Asteroid mining may not be the stuff of sci-fi flicks for long, as one company prepares to launch it's first exploratory satellite from the International Space Station in July. - Sputnik International
Pricey Payload: Asteroid Carrying $5 Trillion of Platinum to Pass by Earth
The long-predicted — and picturesquely described in science fiction — industrial mining of both plentiful and precious resources from asteroids may be just a few years from reality, Chris Lewicki, president of Planetary Resources and their chief engineer, told Space.com.

He detailed the step-by-step strategy currently implemented by his company, together with Deep Space Industries: In short, in order to operate mining machinery on asteroids, humans need to first learn how to extract water from them. But who needs water if asteroid mining is destined to be remotely-operated?

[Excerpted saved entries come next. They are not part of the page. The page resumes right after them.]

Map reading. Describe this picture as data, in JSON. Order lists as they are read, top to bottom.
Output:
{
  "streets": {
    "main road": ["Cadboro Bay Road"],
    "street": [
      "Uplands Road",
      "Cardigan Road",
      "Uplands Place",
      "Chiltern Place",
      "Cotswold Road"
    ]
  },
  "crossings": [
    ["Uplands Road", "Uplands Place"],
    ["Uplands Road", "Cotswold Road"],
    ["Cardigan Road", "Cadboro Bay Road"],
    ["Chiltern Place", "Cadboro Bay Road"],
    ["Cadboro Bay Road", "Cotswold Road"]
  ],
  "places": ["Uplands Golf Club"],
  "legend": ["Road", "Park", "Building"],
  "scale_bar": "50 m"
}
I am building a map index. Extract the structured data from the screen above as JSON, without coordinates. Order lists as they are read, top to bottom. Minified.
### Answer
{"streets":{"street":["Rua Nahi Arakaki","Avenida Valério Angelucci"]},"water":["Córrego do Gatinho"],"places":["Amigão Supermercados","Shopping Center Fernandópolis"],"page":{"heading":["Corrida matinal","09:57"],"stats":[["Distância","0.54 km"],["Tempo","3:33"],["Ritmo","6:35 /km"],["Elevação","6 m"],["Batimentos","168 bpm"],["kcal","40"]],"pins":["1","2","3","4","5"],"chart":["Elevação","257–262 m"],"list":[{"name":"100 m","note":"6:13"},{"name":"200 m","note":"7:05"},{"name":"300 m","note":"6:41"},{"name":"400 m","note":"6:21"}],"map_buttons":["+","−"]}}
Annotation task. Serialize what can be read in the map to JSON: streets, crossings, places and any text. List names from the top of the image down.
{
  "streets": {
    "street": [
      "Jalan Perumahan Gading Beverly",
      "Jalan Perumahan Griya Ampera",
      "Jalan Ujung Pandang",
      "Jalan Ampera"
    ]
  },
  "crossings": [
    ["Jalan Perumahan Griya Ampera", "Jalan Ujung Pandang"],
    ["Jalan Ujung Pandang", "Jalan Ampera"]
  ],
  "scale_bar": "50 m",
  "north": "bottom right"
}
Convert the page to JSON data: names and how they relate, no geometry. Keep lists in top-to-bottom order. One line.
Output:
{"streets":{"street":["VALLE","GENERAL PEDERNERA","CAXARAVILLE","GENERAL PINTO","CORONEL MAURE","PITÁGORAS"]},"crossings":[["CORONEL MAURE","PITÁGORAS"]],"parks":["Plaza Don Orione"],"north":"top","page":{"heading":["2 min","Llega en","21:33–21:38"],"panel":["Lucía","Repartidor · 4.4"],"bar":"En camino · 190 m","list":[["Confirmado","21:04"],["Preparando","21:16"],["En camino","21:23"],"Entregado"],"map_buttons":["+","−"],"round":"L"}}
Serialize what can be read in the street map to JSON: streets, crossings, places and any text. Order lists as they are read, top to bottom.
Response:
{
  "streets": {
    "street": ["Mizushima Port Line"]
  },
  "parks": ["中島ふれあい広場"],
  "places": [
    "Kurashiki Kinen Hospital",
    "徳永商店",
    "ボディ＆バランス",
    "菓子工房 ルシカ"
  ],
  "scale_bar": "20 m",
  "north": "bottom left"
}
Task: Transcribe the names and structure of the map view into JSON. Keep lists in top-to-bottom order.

Robots don’t get thirsty, after all.

Water will serve as a fuel source – its hydrogen and oxygen can power mining aggregates and even supply rockets.

“We have every expectation that delivering water from asteroids and creating an in-space refueling economy is something that we'll see in the next 10 years — even in the first half of the 2020s,” Lewicki said.

Moreover, the process may eventually not even need so much as hardware sent from our planet, a team of NASA researchers suggest in an article entitled “Affordable, Rapid Bootstrapping of the Space Industry and Solar System Civilization.” They say they’ve developed a reliable computer model to estimate the potential of entirely self-sustaining asteroid mining.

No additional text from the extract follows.